My wife Kim and I camped our way across the country from Florida to Lake Tahoe in 1999. We arrived dirty, tired, and broke. We had no prospects other than the possiblility of a job waiting tables or a minimum wage job working for Heavenly ski resort. We didn’t have anywhere to stay, and each morning when we woke up at the campground by the lake it was colder than the morning before.
I knew we would be all right. Half a mile down the road from the campground, as if it had been put there just for us, was a twenty seven hole golf course that we could play for free anytime we wanted to. We didn’t need a bag of expensive clubs, or a membership, or a golf cart, or a fancy pair of pants. We just needed a few hours of free time, our own two feet, and our discs.
Disc golf is just like regular golf. It has the same rules, and the same conventions. It offers the same escape and the same exercise (without the back pain). It offers a diversion with the same good friends. It’s also just as difficult. To be really good, a player has to have a great drive, a great approach shot or two, and then a brilliant putt. Miss any and the score on the card grows and grows. We live further from the lake now, but we still return to Bijou Disc Golf, and we have discovered new courses in Incline Village, in Carson City, at Kirkwood, and even right across the street from our house. Some are in the mountains. Some are by the river. Some are in the desert. They are all different, all challenging, and all beautiful.

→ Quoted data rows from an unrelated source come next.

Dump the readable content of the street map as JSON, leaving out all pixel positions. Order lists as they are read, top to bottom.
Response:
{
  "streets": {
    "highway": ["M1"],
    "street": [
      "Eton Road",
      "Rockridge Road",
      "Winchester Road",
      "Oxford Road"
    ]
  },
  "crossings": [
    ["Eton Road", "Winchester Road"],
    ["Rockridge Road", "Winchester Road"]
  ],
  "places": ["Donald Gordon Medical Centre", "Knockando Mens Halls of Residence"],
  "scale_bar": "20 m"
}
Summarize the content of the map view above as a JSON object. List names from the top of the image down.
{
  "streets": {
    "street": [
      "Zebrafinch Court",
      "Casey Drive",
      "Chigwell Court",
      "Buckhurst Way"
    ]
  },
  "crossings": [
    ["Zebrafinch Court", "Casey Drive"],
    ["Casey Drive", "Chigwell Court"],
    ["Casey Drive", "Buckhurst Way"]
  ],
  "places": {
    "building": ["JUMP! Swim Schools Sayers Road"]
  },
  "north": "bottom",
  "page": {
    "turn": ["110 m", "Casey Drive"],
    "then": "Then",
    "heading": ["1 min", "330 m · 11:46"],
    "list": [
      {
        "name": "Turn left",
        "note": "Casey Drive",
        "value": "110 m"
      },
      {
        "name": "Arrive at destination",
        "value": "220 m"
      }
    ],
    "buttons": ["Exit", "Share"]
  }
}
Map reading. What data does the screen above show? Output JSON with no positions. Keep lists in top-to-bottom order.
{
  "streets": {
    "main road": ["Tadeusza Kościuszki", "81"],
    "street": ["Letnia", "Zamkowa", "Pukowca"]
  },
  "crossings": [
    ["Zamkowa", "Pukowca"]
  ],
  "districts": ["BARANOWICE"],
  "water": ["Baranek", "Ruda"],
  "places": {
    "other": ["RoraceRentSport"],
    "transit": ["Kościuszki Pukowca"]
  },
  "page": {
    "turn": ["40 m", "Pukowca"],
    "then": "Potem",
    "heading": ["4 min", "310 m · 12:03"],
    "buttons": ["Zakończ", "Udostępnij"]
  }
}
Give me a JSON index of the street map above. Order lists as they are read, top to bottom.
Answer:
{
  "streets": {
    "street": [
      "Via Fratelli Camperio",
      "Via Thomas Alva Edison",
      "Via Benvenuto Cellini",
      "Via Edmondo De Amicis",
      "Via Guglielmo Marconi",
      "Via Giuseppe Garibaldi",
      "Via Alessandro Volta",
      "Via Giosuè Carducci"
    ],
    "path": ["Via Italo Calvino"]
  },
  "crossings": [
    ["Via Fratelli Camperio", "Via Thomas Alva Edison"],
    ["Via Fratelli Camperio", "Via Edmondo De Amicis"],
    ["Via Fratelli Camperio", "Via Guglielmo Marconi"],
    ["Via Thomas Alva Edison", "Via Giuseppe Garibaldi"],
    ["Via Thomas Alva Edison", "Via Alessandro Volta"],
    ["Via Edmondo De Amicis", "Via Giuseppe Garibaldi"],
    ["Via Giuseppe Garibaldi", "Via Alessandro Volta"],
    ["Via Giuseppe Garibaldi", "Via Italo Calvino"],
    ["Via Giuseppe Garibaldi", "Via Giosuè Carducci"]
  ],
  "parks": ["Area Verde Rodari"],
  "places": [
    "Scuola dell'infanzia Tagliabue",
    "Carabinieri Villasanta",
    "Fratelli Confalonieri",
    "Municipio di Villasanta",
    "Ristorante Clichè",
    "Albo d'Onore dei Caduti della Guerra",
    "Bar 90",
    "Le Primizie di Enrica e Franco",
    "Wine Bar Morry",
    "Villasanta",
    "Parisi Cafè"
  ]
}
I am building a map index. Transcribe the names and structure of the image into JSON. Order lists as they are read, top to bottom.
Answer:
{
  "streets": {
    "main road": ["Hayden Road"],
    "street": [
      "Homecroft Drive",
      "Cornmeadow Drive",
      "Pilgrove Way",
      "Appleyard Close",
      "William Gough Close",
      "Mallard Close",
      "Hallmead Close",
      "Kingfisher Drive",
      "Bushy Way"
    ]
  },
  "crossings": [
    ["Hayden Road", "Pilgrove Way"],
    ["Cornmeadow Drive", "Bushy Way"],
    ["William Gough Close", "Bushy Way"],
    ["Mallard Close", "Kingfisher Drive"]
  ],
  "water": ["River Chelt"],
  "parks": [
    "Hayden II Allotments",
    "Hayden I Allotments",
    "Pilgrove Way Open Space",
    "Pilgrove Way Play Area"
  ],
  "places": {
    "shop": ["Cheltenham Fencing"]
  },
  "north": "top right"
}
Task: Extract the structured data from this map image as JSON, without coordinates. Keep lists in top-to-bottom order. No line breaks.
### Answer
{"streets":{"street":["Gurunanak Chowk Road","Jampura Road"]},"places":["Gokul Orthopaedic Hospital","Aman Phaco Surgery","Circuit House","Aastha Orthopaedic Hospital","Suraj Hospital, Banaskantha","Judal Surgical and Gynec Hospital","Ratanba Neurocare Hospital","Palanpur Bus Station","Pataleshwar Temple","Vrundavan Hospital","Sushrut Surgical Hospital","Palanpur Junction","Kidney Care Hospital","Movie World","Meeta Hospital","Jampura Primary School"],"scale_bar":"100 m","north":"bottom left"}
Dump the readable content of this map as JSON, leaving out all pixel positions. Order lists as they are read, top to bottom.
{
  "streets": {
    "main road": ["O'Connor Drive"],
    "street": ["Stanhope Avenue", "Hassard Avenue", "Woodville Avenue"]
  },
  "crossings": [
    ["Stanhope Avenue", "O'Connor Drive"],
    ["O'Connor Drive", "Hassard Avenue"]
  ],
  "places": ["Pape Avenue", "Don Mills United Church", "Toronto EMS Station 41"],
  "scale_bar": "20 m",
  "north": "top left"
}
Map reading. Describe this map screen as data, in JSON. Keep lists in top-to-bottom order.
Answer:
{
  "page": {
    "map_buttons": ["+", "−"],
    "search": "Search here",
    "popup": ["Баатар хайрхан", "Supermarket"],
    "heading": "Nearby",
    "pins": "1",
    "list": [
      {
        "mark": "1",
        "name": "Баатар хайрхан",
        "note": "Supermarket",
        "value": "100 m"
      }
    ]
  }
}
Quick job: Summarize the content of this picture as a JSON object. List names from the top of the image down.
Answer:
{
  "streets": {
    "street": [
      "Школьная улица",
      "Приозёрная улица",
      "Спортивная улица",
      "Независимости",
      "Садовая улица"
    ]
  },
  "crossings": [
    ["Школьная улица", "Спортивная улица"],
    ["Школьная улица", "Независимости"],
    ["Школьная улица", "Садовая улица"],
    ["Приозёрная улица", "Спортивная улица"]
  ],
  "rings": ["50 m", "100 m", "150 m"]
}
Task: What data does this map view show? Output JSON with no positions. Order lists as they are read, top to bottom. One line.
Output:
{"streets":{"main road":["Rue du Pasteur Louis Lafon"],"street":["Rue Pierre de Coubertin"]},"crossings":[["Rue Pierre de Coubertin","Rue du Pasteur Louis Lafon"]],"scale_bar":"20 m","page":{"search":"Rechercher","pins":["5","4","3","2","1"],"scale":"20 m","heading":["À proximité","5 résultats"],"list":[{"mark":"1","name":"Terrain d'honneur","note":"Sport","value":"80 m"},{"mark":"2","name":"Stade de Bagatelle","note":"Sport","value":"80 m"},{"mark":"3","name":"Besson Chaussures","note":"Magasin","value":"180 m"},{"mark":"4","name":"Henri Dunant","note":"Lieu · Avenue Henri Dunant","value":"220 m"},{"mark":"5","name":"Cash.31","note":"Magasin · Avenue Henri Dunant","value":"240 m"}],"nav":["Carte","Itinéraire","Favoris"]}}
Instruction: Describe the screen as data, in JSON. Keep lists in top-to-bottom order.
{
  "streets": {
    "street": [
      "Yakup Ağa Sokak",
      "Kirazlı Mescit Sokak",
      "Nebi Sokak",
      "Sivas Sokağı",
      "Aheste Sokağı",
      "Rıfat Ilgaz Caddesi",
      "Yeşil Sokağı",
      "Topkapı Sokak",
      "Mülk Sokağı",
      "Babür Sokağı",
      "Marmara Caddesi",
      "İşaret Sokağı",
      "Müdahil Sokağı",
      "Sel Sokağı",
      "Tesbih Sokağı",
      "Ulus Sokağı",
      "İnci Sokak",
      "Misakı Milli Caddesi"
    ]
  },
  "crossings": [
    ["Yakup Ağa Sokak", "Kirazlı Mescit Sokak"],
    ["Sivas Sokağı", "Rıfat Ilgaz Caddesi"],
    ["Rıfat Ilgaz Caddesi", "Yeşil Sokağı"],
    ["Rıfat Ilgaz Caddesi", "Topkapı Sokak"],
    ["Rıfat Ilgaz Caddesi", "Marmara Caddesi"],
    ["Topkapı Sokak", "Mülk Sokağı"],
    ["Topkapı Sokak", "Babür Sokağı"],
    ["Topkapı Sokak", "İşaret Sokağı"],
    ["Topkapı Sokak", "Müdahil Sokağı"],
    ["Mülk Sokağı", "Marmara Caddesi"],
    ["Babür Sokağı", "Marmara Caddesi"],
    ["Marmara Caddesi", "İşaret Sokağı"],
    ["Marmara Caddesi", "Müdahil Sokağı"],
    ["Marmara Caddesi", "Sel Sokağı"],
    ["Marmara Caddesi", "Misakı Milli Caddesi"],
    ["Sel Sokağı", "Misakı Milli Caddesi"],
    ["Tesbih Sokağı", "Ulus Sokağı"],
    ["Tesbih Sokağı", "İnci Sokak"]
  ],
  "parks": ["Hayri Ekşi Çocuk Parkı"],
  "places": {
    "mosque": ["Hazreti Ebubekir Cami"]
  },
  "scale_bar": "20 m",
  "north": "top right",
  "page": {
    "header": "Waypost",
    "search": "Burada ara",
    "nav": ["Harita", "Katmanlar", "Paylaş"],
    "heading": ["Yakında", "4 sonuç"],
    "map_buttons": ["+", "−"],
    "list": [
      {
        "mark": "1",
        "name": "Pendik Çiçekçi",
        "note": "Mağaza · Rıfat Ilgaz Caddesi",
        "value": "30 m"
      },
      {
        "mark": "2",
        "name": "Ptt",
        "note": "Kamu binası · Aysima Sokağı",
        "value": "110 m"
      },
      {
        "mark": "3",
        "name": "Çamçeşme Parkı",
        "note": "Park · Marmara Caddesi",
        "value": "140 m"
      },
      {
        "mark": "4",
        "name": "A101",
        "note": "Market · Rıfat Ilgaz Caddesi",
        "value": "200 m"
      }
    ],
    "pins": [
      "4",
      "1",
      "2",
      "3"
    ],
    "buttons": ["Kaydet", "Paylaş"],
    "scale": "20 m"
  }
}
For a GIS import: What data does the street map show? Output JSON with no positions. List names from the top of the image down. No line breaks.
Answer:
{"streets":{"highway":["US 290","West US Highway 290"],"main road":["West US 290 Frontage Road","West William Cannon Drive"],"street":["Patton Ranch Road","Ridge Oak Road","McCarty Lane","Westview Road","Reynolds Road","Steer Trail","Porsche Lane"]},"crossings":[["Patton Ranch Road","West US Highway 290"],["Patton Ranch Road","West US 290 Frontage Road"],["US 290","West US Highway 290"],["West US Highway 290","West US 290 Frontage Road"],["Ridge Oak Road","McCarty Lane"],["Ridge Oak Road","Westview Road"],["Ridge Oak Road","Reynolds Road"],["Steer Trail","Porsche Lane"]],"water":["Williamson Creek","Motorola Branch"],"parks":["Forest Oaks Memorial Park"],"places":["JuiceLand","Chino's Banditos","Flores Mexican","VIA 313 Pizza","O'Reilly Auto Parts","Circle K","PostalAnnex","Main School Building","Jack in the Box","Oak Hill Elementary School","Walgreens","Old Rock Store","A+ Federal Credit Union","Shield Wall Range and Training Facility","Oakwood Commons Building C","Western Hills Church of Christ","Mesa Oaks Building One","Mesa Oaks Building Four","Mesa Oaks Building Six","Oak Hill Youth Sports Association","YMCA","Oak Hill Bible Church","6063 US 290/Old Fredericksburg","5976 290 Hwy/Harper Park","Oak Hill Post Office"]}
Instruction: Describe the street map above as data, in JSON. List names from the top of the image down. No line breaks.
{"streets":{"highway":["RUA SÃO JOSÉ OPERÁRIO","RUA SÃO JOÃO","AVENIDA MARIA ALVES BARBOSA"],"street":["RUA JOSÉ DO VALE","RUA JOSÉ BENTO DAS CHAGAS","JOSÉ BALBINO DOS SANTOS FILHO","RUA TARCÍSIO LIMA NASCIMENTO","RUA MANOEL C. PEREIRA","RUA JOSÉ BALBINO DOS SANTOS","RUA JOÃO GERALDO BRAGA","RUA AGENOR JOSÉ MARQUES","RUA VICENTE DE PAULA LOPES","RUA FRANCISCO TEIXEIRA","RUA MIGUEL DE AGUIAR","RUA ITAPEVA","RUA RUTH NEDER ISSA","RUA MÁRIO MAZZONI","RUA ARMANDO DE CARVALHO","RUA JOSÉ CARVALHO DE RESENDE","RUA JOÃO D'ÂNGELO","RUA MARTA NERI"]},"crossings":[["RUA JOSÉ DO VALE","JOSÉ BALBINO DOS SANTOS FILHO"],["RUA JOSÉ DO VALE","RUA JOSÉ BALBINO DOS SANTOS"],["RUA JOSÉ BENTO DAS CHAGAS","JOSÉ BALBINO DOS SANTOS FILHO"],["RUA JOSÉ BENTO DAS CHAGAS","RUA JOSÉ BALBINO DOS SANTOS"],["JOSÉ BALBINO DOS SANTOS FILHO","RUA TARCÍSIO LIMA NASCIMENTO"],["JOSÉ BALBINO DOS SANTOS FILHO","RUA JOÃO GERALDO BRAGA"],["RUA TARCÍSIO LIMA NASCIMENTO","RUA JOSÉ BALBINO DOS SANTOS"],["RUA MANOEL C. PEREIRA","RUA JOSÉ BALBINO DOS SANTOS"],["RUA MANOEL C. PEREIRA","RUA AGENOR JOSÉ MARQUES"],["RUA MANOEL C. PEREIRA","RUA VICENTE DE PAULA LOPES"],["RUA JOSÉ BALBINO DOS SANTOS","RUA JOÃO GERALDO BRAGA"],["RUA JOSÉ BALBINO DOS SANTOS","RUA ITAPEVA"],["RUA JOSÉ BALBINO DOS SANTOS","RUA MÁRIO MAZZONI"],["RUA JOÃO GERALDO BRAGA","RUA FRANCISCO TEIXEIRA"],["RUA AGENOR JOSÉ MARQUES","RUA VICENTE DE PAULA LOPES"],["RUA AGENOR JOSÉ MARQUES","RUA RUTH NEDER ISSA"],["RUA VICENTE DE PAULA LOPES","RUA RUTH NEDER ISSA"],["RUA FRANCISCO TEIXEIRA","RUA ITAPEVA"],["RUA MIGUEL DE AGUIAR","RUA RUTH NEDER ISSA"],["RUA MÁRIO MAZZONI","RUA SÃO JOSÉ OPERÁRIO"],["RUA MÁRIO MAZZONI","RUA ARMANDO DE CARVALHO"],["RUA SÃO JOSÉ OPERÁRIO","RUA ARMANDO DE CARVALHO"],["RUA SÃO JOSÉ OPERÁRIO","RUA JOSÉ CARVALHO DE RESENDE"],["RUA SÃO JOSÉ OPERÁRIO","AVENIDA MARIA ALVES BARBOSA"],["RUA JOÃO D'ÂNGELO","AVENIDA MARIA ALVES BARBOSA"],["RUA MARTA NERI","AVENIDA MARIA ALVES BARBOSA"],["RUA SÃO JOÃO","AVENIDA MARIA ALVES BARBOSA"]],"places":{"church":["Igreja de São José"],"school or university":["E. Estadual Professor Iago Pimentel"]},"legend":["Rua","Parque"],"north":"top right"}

Writing is like poor man’s golf. It is always there for me. I just have to go out and play. Some days, I can’t hit the broad side of a barn door. My disc flies at right angles to where I wanted it to go, or else dives straight into the ground, or else it gets stuck in a tree. Some days I can see the basket (they have chains, so that you can hear it when the disc flies into them) but I am too tentative, and I can’t get the disc to land in it no matter what I do. I just keep playing. I wait for that perfect drive, or that long approach that bangs the chains and drops in place. Writing is just like that for me. I keep putting words on paper. A lot of days, it’s crap. Then, every so often, it all matches up and comes together. I remember that I can do it, that there is something inside of me that can make magic. Those days are worth waiting and working for. I have to keep trying. There is no other way to reach them.